# ASSIGNED TASK
Only certain lines below are wanted: those starting at the line containing "if (halo) c.strokeText(text, 0, 0);" and ending at the line containing "M1074 433 1105 466 1065 503 1034 469Z", both included, each retyped exactly.

# TASK DATA
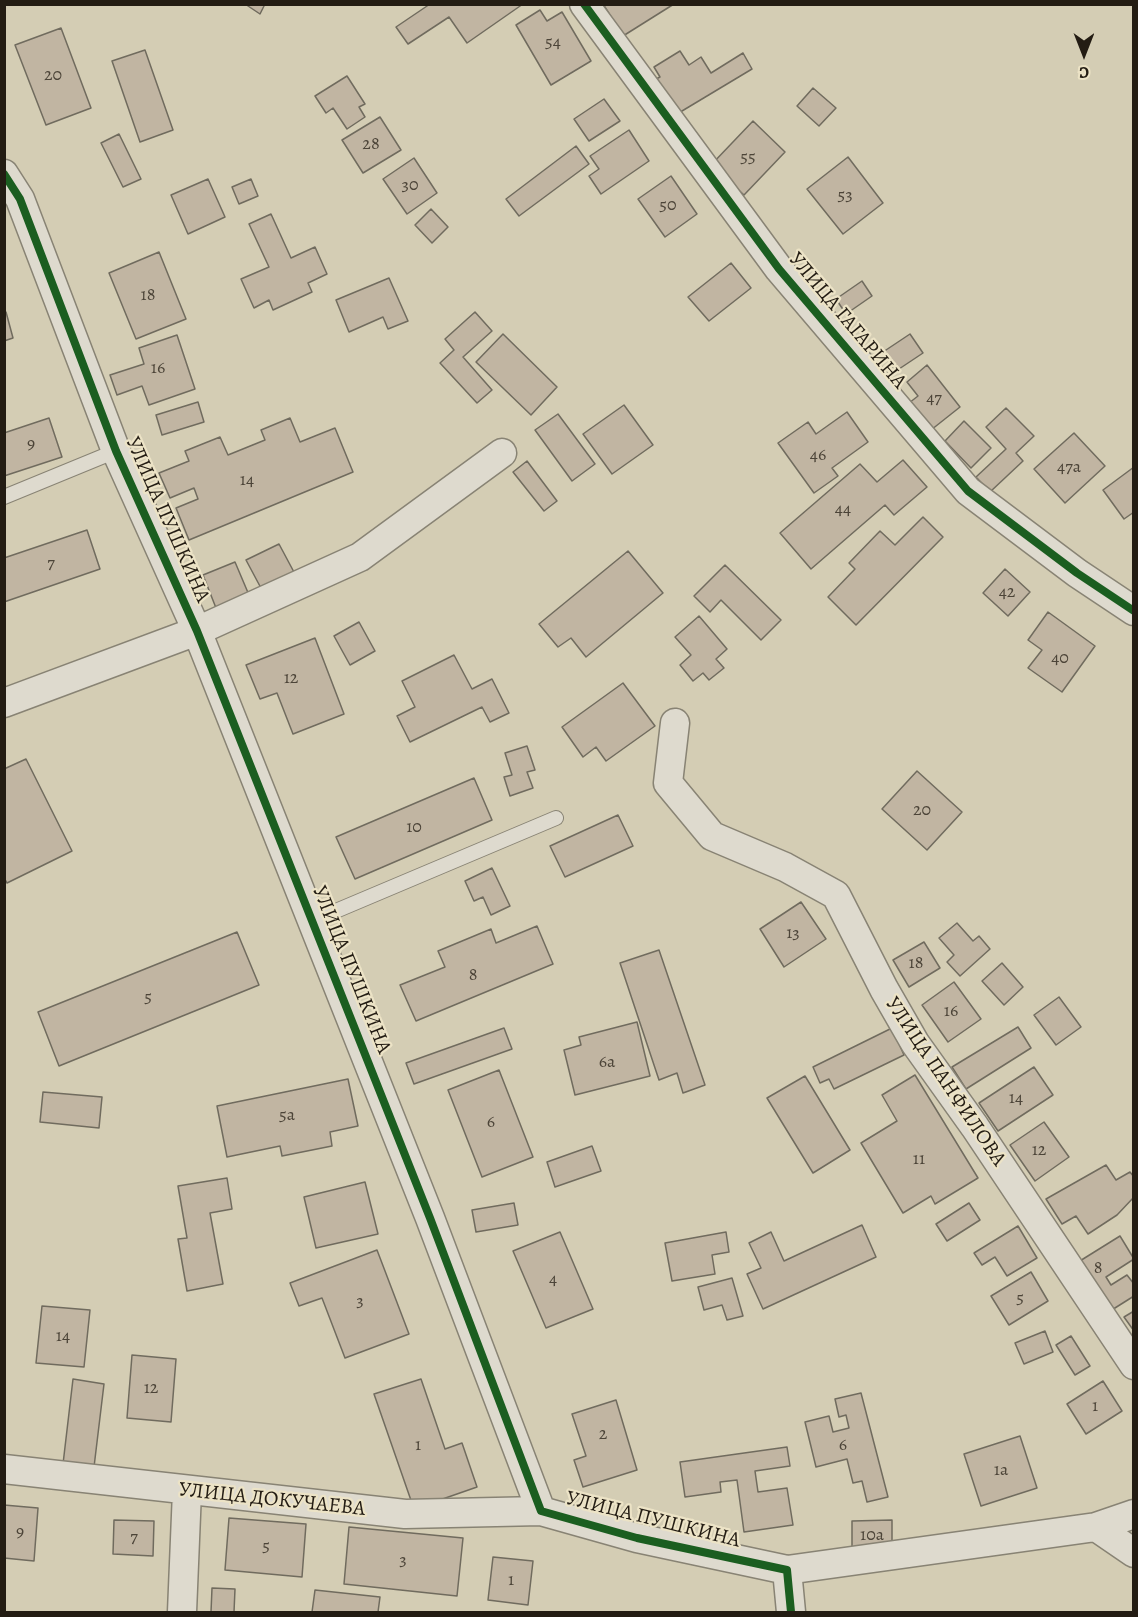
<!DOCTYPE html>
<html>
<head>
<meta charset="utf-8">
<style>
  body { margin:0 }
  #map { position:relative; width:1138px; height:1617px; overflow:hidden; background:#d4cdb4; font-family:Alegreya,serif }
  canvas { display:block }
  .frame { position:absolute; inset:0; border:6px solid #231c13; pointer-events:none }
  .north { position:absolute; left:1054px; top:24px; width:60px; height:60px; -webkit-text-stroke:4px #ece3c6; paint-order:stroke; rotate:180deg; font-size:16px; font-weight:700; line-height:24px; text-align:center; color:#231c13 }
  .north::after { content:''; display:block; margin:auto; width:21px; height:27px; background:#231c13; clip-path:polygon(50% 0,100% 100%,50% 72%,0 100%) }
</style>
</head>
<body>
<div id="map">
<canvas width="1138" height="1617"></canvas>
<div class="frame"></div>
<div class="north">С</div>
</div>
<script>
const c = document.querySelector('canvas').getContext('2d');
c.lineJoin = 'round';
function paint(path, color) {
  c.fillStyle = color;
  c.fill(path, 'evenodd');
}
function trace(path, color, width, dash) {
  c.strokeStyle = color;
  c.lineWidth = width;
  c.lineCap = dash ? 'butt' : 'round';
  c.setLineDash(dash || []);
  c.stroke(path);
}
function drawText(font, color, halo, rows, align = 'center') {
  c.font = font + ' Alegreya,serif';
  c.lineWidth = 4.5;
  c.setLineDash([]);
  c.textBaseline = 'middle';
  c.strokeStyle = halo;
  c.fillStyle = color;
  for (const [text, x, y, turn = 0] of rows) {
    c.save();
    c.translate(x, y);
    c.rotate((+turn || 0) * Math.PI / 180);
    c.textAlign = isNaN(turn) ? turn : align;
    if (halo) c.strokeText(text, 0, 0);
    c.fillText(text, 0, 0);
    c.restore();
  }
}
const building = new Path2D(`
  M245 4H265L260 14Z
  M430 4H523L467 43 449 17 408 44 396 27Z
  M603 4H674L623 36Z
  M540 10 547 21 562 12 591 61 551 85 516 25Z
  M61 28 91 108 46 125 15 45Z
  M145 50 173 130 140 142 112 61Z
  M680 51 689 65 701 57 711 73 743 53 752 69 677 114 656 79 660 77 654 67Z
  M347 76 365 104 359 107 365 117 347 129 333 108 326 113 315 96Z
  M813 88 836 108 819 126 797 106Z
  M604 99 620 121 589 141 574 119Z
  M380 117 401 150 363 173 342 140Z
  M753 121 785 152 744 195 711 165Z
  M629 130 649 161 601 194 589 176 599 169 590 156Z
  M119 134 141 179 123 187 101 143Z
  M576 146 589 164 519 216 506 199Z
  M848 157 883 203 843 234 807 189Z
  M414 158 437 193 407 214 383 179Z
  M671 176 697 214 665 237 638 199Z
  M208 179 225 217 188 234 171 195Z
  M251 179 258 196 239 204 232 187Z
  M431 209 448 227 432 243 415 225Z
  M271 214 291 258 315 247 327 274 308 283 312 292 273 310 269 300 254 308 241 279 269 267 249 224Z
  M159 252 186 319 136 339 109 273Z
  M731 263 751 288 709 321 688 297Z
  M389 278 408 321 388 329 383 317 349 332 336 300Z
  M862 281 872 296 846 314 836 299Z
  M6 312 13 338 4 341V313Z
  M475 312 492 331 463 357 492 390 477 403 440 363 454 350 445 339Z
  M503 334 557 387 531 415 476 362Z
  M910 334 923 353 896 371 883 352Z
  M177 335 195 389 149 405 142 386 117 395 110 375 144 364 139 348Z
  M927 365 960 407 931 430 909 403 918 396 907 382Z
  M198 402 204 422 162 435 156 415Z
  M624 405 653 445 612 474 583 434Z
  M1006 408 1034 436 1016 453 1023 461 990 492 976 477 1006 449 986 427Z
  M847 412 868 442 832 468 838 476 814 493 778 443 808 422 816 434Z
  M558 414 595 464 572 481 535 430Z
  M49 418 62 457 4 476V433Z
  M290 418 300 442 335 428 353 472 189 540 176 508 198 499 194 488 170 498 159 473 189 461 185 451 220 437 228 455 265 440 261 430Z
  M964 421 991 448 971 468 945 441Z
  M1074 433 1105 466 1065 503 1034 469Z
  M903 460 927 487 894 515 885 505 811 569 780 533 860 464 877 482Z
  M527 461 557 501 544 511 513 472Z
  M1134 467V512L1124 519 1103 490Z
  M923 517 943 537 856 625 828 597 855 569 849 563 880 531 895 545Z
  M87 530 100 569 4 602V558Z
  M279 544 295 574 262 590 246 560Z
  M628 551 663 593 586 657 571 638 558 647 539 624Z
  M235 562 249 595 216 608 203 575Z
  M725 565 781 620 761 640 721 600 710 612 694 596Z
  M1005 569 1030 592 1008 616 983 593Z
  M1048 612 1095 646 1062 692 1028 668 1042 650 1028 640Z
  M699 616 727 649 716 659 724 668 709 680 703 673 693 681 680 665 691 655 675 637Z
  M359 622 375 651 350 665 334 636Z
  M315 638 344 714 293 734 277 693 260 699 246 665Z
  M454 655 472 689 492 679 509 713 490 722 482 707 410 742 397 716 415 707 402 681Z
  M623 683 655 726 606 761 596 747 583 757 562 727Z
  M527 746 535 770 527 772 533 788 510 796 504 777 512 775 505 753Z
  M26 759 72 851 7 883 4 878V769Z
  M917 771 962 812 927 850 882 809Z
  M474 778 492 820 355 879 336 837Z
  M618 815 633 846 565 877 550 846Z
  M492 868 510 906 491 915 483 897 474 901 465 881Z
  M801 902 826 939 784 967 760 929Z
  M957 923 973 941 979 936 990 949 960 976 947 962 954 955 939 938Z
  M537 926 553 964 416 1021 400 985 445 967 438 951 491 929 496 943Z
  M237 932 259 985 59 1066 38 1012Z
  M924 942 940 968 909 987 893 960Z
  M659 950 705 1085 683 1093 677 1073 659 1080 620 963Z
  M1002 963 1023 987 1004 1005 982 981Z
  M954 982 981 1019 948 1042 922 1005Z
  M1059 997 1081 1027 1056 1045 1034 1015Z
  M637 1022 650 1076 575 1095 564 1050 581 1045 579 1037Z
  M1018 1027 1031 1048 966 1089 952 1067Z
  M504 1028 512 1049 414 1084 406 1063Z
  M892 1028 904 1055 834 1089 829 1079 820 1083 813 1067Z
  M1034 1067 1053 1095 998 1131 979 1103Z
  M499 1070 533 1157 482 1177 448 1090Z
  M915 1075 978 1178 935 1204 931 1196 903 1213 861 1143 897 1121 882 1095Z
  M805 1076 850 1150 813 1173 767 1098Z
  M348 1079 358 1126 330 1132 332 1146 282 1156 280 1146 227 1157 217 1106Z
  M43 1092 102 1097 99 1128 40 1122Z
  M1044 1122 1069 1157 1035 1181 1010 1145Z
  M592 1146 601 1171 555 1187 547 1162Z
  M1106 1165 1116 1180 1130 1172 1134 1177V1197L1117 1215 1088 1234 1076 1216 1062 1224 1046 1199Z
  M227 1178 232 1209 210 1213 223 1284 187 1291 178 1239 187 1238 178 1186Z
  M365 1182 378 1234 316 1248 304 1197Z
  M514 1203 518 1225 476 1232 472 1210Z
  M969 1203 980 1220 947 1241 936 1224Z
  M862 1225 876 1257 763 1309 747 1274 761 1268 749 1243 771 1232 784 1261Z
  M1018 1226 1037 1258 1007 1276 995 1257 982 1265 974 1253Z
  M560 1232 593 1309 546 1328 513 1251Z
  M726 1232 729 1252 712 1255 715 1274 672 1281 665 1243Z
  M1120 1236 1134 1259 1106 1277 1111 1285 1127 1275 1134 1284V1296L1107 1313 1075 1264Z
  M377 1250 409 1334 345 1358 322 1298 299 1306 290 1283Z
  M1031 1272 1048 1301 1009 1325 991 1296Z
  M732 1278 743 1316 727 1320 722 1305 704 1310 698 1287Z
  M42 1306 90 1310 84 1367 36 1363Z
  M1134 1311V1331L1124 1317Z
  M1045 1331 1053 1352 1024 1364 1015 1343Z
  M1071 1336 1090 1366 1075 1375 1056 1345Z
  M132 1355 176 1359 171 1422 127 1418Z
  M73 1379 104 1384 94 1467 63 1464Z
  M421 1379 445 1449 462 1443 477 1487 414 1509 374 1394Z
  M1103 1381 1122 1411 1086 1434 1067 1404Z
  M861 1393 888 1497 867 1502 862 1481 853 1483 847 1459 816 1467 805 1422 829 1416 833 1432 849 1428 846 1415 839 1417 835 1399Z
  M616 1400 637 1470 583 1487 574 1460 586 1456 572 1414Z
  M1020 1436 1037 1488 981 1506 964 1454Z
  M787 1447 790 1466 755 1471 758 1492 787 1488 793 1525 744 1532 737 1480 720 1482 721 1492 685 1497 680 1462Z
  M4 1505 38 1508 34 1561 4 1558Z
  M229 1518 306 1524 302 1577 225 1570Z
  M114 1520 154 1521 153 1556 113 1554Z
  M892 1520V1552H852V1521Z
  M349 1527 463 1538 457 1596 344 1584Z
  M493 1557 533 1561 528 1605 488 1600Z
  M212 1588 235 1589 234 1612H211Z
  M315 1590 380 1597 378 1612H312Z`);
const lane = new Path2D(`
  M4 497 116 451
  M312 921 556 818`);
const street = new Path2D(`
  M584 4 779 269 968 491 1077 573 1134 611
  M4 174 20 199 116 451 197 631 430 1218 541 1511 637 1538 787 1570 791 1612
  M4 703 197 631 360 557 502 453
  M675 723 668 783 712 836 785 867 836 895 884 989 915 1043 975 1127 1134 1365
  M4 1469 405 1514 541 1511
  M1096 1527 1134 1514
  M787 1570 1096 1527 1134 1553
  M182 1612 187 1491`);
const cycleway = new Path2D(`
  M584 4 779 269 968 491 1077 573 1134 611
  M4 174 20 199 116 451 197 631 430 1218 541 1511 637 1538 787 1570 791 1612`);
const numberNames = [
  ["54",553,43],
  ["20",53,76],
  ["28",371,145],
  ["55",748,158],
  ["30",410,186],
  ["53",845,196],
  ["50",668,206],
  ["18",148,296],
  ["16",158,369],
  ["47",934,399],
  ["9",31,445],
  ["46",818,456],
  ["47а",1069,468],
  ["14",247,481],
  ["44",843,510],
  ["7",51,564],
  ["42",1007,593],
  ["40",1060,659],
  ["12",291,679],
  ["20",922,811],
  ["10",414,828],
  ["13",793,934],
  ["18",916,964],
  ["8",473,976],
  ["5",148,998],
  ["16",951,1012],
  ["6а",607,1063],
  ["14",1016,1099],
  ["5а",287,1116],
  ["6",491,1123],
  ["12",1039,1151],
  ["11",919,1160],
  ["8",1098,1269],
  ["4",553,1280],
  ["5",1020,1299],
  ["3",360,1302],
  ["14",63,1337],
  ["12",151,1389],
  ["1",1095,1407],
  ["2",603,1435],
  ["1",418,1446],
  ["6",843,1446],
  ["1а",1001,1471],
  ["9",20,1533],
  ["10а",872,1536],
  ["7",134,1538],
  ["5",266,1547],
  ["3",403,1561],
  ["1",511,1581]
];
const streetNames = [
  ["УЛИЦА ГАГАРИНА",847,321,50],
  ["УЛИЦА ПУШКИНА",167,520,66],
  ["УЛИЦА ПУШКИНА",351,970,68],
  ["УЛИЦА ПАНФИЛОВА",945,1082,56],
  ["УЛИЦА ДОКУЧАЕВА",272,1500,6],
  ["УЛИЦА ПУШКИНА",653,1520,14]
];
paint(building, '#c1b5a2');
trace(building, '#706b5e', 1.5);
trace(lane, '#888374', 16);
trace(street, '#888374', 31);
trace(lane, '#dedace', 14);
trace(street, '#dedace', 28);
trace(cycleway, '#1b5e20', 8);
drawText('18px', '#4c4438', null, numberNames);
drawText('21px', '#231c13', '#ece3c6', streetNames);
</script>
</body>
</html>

--

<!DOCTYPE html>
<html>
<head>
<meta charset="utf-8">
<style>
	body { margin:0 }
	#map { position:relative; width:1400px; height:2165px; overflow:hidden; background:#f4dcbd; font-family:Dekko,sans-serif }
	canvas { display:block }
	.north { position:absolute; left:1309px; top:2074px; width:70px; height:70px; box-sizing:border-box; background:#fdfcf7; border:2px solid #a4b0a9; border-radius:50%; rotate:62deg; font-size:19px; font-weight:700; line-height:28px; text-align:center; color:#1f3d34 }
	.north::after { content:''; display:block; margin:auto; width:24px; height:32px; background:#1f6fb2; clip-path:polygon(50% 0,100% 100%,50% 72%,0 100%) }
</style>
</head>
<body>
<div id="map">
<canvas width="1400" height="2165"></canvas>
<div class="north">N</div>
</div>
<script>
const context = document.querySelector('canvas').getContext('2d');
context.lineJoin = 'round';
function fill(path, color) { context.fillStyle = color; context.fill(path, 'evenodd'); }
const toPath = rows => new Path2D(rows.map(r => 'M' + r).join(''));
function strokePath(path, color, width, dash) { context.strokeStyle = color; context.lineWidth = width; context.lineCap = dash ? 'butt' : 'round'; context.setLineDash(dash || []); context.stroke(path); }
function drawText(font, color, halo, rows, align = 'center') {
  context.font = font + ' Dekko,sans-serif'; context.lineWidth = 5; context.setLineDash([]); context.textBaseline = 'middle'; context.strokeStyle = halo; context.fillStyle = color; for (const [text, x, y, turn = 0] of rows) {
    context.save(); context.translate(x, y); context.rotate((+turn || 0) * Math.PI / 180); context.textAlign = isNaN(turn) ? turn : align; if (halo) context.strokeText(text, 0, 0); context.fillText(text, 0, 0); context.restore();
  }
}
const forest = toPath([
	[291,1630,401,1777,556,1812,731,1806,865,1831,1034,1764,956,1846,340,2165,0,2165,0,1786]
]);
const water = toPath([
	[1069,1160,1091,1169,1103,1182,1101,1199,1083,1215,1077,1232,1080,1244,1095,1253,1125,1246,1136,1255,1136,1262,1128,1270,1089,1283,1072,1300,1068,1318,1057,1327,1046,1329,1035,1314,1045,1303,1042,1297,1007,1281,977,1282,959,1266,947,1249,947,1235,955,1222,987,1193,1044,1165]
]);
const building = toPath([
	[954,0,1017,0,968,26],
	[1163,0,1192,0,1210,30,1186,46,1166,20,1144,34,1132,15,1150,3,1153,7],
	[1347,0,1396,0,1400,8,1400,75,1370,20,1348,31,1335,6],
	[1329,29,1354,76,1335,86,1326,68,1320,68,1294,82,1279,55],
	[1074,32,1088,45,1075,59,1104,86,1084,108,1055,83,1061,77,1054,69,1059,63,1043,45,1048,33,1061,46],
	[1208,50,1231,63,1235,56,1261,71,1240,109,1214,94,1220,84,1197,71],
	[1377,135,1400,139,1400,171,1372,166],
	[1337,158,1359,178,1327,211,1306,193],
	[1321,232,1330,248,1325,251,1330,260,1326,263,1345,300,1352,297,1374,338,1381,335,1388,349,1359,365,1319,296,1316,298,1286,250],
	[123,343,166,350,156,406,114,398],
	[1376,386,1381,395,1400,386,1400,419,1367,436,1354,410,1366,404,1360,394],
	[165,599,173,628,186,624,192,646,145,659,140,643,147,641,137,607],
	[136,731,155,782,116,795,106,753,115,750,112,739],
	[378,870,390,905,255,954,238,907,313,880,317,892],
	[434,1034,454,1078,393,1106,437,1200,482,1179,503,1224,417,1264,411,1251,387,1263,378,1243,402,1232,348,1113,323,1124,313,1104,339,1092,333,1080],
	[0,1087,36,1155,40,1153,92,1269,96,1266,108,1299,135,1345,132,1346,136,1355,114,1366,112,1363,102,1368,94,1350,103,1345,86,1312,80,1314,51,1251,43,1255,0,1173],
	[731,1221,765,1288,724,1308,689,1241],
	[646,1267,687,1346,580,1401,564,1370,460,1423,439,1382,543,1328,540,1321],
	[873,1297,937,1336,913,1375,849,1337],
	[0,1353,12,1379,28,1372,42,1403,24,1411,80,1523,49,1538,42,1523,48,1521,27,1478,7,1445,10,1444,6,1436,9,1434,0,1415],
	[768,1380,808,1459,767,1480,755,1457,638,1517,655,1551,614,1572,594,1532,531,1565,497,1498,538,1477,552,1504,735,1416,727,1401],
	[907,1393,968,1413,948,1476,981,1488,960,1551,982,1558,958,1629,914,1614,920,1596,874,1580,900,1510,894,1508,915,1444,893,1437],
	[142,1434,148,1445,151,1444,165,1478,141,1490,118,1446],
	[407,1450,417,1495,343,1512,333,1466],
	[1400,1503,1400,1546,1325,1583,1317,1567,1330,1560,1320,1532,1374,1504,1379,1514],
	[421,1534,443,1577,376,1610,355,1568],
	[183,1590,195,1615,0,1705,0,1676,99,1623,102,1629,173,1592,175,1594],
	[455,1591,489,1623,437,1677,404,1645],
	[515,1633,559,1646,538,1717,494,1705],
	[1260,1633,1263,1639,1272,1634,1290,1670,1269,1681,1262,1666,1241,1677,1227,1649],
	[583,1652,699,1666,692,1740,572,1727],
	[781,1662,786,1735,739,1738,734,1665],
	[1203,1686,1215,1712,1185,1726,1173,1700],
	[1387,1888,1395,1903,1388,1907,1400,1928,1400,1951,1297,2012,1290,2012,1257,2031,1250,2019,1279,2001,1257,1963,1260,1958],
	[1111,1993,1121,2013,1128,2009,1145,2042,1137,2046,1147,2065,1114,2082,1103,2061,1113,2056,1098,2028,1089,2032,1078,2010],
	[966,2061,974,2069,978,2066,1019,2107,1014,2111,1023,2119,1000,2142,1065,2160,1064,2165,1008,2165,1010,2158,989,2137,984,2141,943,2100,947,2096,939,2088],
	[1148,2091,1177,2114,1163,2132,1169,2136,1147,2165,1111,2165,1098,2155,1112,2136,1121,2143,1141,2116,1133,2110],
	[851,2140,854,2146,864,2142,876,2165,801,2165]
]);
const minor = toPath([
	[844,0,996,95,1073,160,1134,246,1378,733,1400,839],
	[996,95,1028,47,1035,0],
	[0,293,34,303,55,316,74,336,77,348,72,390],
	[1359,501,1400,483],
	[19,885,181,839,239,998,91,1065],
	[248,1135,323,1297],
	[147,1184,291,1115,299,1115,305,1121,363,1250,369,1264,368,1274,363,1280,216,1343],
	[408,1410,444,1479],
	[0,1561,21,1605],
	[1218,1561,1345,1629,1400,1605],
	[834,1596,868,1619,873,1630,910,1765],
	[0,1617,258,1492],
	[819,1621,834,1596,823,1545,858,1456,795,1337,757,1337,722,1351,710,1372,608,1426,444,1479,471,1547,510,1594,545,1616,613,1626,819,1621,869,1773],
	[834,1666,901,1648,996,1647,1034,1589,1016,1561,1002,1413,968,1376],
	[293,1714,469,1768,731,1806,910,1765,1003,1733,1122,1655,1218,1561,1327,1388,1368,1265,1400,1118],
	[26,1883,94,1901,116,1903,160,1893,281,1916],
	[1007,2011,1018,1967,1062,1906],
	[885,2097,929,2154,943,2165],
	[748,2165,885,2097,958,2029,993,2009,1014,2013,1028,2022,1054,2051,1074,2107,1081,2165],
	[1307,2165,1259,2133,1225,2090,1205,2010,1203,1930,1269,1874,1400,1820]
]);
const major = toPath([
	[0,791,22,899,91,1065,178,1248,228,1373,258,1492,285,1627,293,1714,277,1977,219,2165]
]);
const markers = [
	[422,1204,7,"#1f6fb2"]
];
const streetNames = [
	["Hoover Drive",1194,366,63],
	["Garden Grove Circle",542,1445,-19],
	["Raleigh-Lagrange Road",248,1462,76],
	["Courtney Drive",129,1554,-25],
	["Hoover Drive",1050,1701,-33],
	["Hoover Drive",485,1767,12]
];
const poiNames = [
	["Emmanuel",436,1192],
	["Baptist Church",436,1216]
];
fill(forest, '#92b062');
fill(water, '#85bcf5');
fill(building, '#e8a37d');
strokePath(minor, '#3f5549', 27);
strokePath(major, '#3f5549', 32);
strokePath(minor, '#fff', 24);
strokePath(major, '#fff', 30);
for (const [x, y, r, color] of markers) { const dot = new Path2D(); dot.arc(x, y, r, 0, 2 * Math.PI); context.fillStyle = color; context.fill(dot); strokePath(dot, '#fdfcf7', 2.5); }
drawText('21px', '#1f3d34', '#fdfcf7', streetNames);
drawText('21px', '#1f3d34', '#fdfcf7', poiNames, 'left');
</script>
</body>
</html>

# SOLUTION TO THIS EXERCISE
    if (halo) c.strokeText(text, 0, 0);
    c.fillText(text, 0, 0);
    c.restore();
  }
}
const building = new Path2D(`
  M245 4H265L260 14Z
  M430 4H523L467 43 449 17 408 44 396 27Z
  M603 4H674L623 36Z
  M540 10 547 21 562 12 591 61 551 85 516 25Z
  M61 28 91 108 46 125 15 45Z
  M145 50 173 130 140 142 112 61Z
  M680 51 689 65 701 57 711 73 743 53 752 69 677 114 656 79 660 77 654 67Z
  M347 76 365 104 359 107 365 117 347 129 333 108 326 113 315 96Z
  M813 88 836 108 819 126 797 106Z
  M604 99 620 121 589 141 574 119Z
  M380 117 401 150 363 173 342 140Z
  M753 121 785 152 744 195 711 165Z
  M629 130 649 161 601 194 589 176 599 169 590 156Z
  M119 134 141 179 123 187 101 143Z
  M576 146 589 164 519 216 506 199Z
  M848 157 883 203 843 234 807 189Z
  M414 158 437 193 407 214 383 179Z
  M671 176 697 214 665 237 638 199Z
  M208 179 225 217 188 234 171 195Z
  M251 179 258 196 239 204 232 187Z
  M431 209 448 227 432 243 415 225Z
  M271 214 291 258 315 247 327 274 308 283 312 292 273 310 269 300 254 308 241 279 269 267 249 224Z
  M159 252 186 319 136 339 109 273Z
  M731 263 751 288 709 321 688 297Z
  M389 278 408 321 388 329 383 317 349 332 336 300Z
  M862 281 872 296 846 314 836 299Z
  M6 312 13 338 4 341V313Z
  M475 312 492 331 463 357 492 390 477 403 440 363 454 350 445 339Z
  M503 334 557 387 531 415 476 362Z
  M910 334 923 353 896 371 883 352Z
  M177 335 195 389 149 405 142 386 117 395 110 375 144 364 139 348Z
  M927 365 960 407 931 430 909 403 918 396 907 382Z
  M198 402 204 422 162 435 156 415Z
  M624 405 653 445 612 474 583 434Z
  M1006 408 1034 436 1016 453 1023 461 990 492 976 477 1006 449 986 427Z
  M847 412 868 442 832 468 838 476 814 493 778 443 808 422 816 434Z
  M558 414 595 464 572 481 535 430Z
  M49 418 62 457 4 476V433Z
  M290 418 300 442 335 428 353 472 189 540 176 508 198 499 194 488 170 498 159 473 189 461 185 451 220 437 228 455 265 440 261 430Z
  M964 421 991 448 971 468 945 441Z
  M1074 433 1105 466 1065 503 1034 469Z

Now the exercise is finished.